Les publics les plus vulnérables, comme les personnes âgées, les nourrissons et les travailleurs en extérieur, sont particulièrement exposés. La Fondation pour le logement des défavorisés (FLD) a alerté sur la situation des « logements bouilloires » dans les quartiers populaires, où les températures nocturnes ne descendent plus sous les 20°C, perturbant le sommeil et aggravant les risques sanitaires. Des centres de rafraîchissement et des distributions d’eau sont mis en place dans plusieurs villes, notamment à Paris où la baignade est autorisée au Canal Saint-Martin depuis mercredi.
Réactions politiques et enjeux à long terme
Plusieurs responsables politiques ont réagi à cette vague de chaleur. Emmanuel Macron a appelé jeudi à une « grande vigilance » et à « prendre soin des plus âgés, des plus vulnérables comme des enfants », rappelant que « ce sont des jours difficiles qu’on va vivre ». Il a également mentionné que ce sujet faisait partie des points de désaccord avec le président américain Donald Trump, notamment sur la question du changement climatique. Du côté de l’opposition, Othman Nasrou, secrétaire général des Républicains, a défendu l’action de ses élus locaux en matière de végétalisation et de renaturation, tout en plaidant pour un investissement accru dans le nucléaire. Sébastien Chenu, député RN, a quant à lui proposé « un grand plan de climatisation des EHPAD et des écoles », financé par la réorganisation du budget de l’État.
Cette canicule illustre une fois de plus les défis posés par le réchauffement climatique en France. Alors que les étés deviennent systématiquement plus chauds, les autorités doivent adapter leurs infrastructures et leurs politiques publiques pour limiter les impacts sur la santé, l’éducation et l’économie.
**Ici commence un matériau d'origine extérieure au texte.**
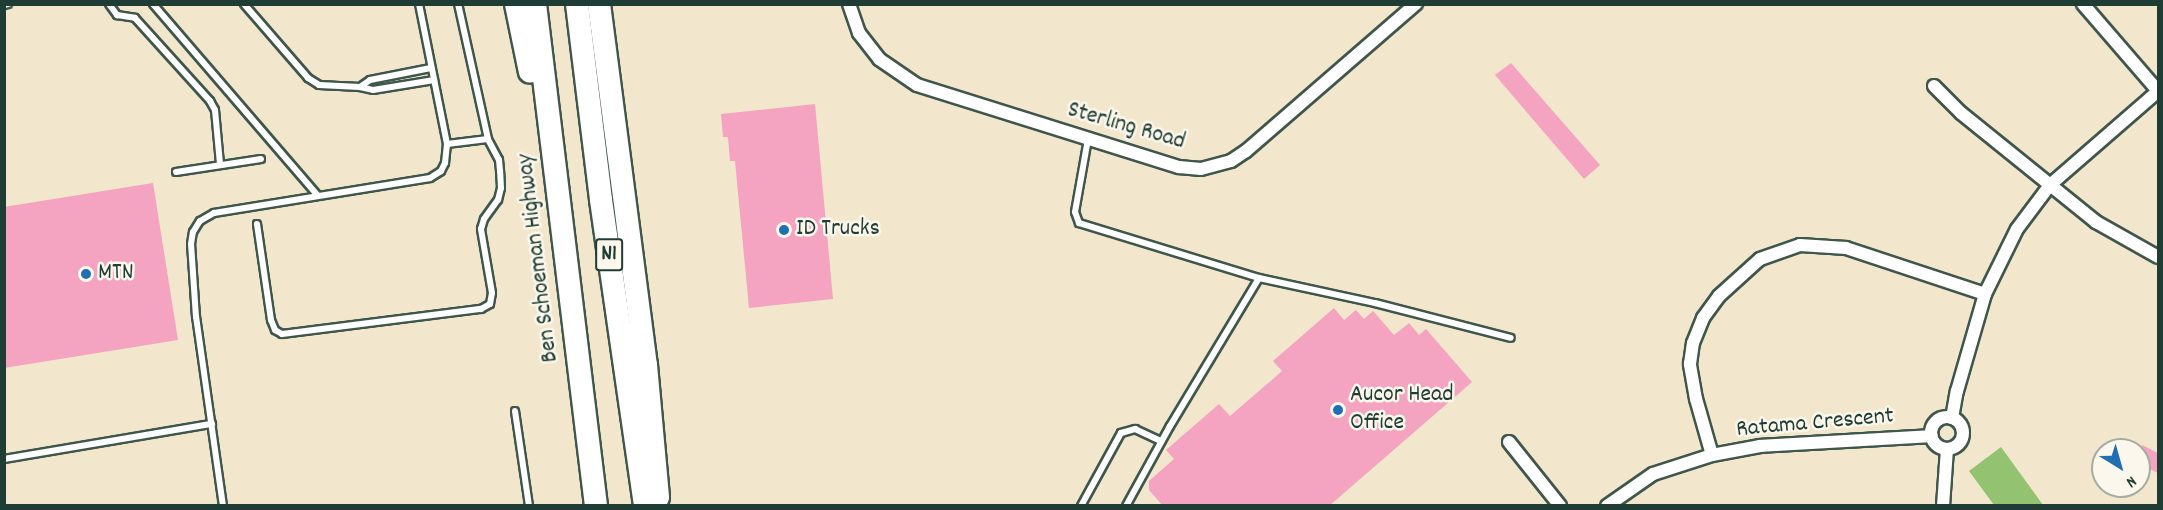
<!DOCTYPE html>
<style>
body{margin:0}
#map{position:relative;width:2163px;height:510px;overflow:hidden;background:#f2e6cd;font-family:Dekko,sans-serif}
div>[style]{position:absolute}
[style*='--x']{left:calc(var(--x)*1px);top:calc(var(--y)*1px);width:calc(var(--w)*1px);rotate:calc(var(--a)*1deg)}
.green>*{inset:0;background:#93c271}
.building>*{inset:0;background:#f4a3c0}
.roads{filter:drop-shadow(2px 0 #3f564b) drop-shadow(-2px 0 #3f564b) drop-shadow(0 2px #3f564b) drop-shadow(0 -2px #3f564b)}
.lane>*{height:6px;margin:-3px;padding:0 3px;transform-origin:3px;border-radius:3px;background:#fff}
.street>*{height:12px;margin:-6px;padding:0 6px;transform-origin:6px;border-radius:6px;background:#fff}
.street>.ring{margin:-6px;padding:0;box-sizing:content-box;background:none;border:12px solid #fff;border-radius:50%}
.highway>*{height:22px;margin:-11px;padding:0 11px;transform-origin:11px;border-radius:11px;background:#fff}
.dots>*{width:16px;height:16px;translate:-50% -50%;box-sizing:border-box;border:3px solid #fbf7ec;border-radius:50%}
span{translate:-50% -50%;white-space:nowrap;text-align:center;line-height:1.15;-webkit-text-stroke:5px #fbf7ec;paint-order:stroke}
.shield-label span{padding:2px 4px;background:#fbf7ec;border:2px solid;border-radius:4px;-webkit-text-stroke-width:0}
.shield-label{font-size:22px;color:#1f3d34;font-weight:700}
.street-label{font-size:24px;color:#1f3d34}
.poi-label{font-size:24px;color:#1f3d34}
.left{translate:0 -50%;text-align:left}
.frame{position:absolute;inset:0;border:6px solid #1f3d34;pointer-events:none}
.north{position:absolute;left:2091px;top:438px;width:60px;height:60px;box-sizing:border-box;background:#fbf7ec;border:2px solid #a3ada2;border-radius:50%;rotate:143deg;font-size:16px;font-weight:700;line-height:24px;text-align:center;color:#1f3d34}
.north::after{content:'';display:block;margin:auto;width:21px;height:27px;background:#1f6fb2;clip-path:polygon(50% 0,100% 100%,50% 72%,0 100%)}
</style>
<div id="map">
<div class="green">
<div style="clip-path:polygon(2001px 447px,2043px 505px,1994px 505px,1969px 471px)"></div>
</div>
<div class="building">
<div style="clip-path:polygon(1511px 63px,1600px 165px,1584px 179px,1495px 75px)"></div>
<div style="clip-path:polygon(815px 104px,833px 299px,749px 308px,735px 161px,730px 161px,728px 137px,723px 137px,721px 114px)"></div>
<div style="clip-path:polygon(153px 183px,178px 340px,4px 368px,4px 207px)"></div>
<div style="clip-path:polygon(1334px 308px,1344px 320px,1356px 310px,1364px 319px,1373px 311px,1394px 335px,1409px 323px,1419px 335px,1426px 329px,1472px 382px,1329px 506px,1163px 506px,1149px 490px,1149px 481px,1174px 459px,1166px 450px,1219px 404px,1230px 416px,1282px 371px,1273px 361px)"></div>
<div style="clip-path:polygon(2142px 445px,2158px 453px,2158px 473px,2139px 464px)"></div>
</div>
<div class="roads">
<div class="lane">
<div style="--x:109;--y:4;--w:14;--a:54"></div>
<div style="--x:117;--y:15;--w:18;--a:9"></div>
<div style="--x:135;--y:18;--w:112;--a:47.9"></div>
<div style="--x:210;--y:101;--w:10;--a:61"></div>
<div style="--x:215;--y:110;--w:54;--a:84.7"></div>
<div style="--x:153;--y:4;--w:253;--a:49.3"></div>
<div style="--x:244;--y:4;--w:98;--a:49.1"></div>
<div style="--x:308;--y:78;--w:13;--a:32"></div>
<div style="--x:319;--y:85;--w:41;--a:2.8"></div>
<div style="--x:360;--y:87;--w:13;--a:13"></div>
<div style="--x:373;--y:90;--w:62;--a:-9.3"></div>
<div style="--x:4;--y:5;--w:4;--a:-14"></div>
<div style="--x:360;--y:87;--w:12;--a:-35"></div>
<div style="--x:370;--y:80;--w:62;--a:-11.1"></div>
<div style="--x:1088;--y:139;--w:74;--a:100.1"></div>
<div style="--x:1075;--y:212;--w:12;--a:70"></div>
<div style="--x:1079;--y:223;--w:188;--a:17"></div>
<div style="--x:1259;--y:278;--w:173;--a:121"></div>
<div style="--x:1170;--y:426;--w:91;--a:118.8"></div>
<div style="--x:447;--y:144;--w:41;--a:-7"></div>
<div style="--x:176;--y:172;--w:86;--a:-8.7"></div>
<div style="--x:257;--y:224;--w:97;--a:81.7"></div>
<div style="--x:271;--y:320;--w:11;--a:68"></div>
<div style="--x:275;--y:330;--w:8;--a:30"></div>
<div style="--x:282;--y:334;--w:201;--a:-7.2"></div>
<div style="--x:481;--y:309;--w:10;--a:-29"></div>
<div style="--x:490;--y:304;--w:11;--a:-80"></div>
<div style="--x:492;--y:293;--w:65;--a:-99.8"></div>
<div style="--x:481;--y:229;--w:10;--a:-73"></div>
<div style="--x:484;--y:219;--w:24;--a:-54"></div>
<div style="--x:498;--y:200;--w:12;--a:-76"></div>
<div style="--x:501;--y:188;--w:17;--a:-93"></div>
<div style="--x:500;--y:171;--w:11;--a:-95"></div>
<div style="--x:499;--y:160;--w:24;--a:-118"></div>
<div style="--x:488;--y:139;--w:138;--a:-102.5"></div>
<div style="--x:1259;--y:278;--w:119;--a:12.2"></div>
<div style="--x:1375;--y:303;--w:140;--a:14.4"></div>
<div style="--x:515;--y:411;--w:96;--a:81.6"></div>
<div style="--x:4;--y:459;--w:211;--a:-9.6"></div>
<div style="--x:223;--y:506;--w:191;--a:-98.1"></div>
<div style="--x:196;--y:317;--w:73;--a:-93.9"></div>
<div style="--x:191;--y:244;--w:12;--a:-81"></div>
<div style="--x:193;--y:232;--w:13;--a:-58"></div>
<div style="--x:200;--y:221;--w:16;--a:-30"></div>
<div style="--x:214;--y:213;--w:219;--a:-9.2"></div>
<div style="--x:430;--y:178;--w:13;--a:-32"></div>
<div style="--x:441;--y:171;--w:9;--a:-63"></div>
<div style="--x:445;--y:163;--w:19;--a:-84"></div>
<div style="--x:447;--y:144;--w:143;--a:-101.3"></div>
<div style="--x:1081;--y:506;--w:83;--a:-61.3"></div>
<div style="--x:1121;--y:433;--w:15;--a:-16"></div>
<div style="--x:1135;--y:429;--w:29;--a:25"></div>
</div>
<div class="street">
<div style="--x:849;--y:4;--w:31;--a:71"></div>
<div style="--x:859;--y:33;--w:33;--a:52"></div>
<div style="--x:879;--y:59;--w:46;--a:34.4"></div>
<div style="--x:917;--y:85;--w:275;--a:17.4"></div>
<div style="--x:1179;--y:167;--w:22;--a:5"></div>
<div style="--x:1201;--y:169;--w:31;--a:-15"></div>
<div style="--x:1231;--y:161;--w:18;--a:-34"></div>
<div style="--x:1246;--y:151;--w:225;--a:-40.9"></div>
<div style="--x:2083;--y:4;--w:115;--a:49.2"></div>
<div style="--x:1934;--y:86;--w:38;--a:45"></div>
<div style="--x:1961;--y:113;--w:174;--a:38.9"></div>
<div style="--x:2096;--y:222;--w:71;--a:29.4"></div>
<div class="ring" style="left:1931px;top:417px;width:20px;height:20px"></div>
<div style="--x:1952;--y:418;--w:27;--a:-80"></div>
<div style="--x:1957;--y:391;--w:101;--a:-73.9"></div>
<div style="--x:1985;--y:294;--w:72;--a:-63.8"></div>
<div style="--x:2017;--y:229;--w:55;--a:-53.1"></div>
<div style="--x:2050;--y:185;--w:143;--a:-41"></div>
<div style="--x:1509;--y:442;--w:82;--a:51.4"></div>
<div style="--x:1712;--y:455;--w:58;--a:-105.9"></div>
<div style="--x:1696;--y:399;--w:36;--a:-100"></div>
<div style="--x:1690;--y:364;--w:21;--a:-82"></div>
<div style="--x:1693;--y:343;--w:27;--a:-68"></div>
<div style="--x:1703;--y:318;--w:27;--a:-54"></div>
<div style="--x:1719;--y:296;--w:55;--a:-42.1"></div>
<div style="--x:1760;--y:259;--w:42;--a:-19.3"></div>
<div style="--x:1800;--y:245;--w:46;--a:3.7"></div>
<div style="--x:1846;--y:248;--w:146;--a:18.3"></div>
<div style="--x:1607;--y:506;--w:56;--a:-34.8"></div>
<div style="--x:1653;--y:474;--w:62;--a:-17.9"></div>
<div style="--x:1712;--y:455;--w:49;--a:-10.6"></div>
<div style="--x:1760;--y:446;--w:172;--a:-3.3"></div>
<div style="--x:1943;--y:506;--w:57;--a:-86"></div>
</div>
<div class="highway">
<div style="--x:516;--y:4;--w:69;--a:78.4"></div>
<div style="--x:535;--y:4;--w:506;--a:83.07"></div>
<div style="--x:577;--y:4;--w:197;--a:83"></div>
<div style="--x:601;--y:200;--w:309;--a:81.8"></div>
<div style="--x:599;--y:4;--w:364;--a:82.6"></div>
<div style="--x:646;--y:365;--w:133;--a:84.8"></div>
</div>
</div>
<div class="dots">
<div style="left:784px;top:230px;background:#1f6fb2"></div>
<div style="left:86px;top:274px;background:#1f6fb2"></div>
<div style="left:1338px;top:410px;background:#1f6fb2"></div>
</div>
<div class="shield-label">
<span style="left:609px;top:255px">N1</span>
</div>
<div class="street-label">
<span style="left:1126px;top:127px;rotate:16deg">Sterling Road</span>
<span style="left:539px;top:258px;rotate:-97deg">Ben Schoeman Highway</span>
<span style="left:1815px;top:424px;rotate:-5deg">Ratama Crescent</span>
</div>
<div class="poi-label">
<span class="left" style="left:796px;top:230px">ID Trucks</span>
<span class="left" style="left:98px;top:274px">MTN</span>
<span class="left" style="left:1350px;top:410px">Aucor Head<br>Office</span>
</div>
<div class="frame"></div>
<div class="north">N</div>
</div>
Les experts s’interrogent déjà sur la possibilité de battre des records locaux de température, mais soulignent que l’épisode en cours s’inscrit dans une tendance de fond : 2026 pourrait prolonger la série des étés records, selon les climatologues.
Pour limiter les risques d’incendie, les préfets pourraient étendre les restrictions d’accès aux massifs forestiers, tandis que les organisateurs d’événements devront redoubler de prudence. Dans les zones urbaines, les municipalités pourraient accélérer le déploiement de plans « fraîcheur », comme des fontaines publiques ou des espaces climatisés ouverts au public. Reste à voir si ces mesures suffiront à protéger les populations les plus fragiles lors des prochains épisodes caniculaires, de plus en plus fréquents et intenses.
Selon Météo France, 53 départements sont en vigilance orange canicule, principalement situés le long d’un axe allant du Sud-Ouest (Nouvelle-Aquitaine, Occitanie) au Nord-Est (Grand Est, Bourgogne-Franche-Comté). Cinq autres départements des Hauts-de-France sont en vigilance orange orage.
784 écoles et collèges en France ont adapté leurs horaires de cours, sur un total de 60 000 établissements scolaires. Ces aménagements incluent des libérations anticipées des élèves ou des reports d’épreuves, comme pour le « grand oral » du baccalauréat dans certaines académies.